Theory of spin waves in ferromagnetic (Ga,Mn)As

TL;DR

This paper develops a theoretical framework for understanding spin waves and magnetic anisotropy in (Ga,Mn)As, linking atomic interactions to macroscopic magnetic properties and explaining experimental observations.

Contribution

It introduces a variational-perturbation calculus approach to connect atomic quantum mechanics with macroscopic magnetic behavior in (Ga,Mn)As.

Findings

Dzyaloshinskii-Moriya interaction causes cycloidal spin structures.

Surface-like anisotropy appears in thicker films.

The theory matches some experimental stiffness values but not all.

Abstract

The collective behavior of spins in a dilute magnetic semiconductor is determined by their mutual interactions and influenced by the underlying crystal structure.

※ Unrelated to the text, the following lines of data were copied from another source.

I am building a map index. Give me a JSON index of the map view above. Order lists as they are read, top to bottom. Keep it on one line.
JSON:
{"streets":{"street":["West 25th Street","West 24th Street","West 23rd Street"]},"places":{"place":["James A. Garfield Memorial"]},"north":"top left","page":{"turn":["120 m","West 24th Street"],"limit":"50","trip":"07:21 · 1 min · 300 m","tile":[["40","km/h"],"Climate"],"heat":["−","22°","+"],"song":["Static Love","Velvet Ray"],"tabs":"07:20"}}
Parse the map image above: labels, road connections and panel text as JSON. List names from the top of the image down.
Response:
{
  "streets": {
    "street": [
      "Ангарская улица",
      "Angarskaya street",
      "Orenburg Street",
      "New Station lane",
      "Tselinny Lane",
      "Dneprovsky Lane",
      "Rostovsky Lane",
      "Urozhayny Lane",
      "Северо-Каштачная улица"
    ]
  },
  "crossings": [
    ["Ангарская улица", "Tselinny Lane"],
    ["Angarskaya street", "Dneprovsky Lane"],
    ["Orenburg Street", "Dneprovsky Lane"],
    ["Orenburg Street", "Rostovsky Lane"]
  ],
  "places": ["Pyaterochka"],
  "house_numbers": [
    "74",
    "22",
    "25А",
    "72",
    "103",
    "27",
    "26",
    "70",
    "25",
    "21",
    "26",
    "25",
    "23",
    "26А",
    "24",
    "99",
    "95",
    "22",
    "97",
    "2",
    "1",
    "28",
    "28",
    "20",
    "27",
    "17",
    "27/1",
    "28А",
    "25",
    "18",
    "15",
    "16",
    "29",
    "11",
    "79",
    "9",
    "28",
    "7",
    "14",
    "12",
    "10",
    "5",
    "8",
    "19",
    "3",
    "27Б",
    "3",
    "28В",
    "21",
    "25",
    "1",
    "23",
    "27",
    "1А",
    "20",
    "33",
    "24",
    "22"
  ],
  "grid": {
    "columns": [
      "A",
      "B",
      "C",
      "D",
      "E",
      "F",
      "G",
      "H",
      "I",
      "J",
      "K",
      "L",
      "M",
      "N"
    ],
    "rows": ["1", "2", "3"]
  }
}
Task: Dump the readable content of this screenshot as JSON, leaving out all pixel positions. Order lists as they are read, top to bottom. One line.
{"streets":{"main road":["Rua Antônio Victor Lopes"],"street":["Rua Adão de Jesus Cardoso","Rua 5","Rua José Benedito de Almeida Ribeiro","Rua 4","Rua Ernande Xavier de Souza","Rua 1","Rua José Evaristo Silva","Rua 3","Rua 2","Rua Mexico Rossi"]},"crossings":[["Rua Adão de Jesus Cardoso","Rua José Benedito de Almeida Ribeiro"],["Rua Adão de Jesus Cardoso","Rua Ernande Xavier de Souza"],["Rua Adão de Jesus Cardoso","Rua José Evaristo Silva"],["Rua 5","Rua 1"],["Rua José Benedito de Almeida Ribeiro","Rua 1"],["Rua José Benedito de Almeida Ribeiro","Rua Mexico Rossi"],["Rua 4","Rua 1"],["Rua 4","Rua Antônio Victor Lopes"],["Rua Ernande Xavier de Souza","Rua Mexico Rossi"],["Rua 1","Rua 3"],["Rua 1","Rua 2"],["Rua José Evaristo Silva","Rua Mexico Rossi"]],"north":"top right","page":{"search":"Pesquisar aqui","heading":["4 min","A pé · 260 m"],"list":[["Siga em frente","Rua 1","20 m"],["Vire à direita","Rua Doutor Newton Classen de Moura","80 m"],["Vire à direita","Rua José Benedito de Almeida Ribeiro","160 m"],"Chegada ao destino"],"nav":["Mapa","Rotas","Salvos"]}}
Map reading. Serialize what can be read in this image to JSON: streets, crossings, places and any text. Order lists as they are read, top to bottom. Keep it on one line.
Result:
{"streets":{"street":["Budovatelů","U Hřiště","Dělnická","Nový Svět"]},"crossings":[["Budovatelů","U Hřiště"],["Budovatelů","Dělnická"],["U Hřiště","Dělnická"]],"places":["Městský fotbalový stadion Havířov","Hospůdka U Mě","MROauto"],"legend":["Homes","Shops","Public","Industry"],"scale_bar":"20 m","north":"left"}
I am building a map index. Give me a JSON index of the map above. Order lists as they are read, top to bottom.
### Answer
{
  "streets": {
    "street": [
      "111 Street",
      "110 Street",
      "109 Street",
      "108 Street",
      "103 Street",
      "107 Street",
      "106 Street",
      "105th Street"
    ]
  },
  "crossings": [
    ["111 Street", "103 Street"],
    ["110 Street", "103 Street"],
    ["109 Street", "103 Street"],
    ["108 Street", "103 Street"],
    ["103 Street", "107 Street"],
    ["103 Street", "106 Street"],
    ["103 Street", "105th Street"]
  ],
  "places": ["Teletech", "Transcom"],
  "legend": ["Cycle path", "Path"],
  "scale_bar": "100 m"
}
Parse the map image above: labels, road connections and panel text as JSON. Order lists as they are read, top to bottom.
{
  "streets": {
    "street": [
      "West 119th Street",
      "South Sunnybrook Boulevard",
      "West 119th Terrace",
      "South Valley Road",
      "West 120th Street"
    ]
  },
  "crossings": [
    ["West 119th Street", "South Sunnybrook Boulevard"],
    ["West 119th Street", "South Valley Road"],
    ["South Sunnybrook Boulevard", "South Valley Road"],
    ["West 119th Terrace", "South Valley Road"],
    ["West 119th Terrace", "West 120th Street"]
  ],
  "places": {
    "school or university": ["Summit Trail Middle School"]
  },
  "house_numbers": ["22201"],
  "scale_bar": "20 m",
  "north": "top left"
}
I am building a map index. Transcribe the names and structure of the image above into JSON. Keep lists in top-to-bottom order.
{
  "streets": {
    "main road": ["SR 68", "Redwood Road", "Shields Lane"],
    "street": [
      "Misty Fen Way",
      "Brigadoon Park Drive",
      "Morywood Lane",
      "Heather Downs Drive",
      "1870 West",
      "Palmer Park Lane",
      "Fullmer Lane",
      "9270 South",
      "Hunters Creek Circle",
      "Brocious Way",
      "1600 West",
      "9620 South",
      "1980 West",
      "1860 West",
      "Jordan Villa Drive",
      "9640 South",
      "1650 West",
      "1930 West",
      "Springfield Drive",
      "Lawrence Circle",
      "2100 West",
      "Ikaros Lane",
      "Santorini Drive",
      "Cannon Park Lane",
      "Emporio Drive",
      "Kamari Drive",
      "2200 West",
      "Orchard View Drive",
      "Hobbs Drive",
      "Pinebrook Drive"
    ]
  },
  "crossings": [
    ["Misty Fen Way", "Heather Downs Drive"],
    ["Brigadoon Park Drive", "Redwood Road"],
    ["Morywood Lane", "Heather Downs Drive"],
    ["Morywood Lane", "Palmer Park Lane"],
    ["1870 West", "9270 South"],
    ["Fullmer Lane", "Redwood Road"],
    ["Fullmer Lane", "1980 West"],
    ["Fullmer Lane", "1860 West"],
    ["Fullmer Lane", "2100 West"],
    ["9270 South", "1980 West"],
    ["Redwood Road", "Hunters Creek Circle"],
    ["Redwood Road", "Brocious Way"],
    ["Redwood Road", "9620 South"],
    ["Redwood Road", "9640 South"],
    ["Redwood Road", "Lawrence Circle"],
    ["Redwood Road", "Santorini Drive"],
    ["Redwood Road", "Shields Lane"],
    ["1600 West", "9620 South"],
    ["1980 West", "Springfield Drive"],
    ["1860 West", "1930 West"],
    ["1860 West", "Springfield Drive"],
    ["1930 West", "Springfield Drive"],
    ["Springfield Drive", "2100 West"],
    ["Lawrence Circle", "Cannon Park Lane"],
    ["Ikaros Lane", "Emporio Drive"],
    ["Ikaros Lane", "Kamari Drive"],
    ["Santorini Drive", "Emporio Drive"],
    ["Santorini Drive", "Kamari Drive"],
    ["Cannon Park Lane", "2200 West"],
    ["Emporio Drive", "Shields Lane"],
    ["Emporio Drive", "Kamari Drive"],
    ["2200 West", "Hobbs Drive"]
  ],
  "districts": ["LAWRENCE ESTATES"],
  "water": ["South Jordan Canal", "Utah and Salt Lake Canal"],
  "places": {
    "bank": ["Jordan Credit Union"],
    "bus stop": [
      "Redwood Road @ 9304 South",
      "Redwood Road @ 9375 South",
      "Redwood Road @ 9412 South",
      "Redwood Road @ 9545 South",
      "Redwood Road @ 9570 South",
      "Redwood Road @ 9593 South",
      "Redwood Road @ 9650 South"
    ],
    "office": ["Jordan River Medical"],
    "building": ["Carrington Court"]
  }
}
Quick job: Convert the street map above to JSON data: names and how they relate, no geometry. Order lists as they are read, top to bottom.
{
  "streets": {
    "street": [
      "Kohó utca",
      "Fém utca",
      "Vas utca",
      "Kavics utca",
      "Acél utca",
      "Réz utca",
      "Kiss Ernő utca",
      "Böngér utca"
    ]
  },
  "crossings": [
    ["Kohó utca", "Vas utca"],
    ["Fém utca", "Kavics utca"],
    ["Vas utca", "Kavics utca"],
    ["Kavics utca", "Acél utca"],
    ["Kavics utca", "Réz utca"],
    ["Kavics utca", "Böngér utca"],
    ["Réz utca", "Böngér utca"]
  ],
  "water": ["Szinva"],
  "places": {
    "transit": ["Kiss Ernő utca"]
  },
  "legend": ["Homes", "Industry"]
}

Hence, we begin with the atomic quantum-mechanical description of this system using the proposed variational-perturbation calculus, and then turn to the emerging macroscopic picture employing phenomenological constants. Within this framework we study spin waves and exchange stiffness in the p-d Zener model of (Ga,Mn)As, its thin layers and bulk crystals described by the spds* tight-binding approximation. Analyzing the anisotropic part of exchange, we find that the Dzyaloshinskii-Moriya interaction may lead to the cycloidal spin arrangement and uniaxial in-plane anisotropy in thin layers, resulting in a surface-like anisotropy in thicker films. We also derive and discuss the spin-wave contribution to magnetization and Curie temperature. Our theory reconstructs the values of stiffness determined from the temperature dependence of magnetization, but reproduces only partly those obtained from analyzing precession modes in (Ga,Mn)As thin films.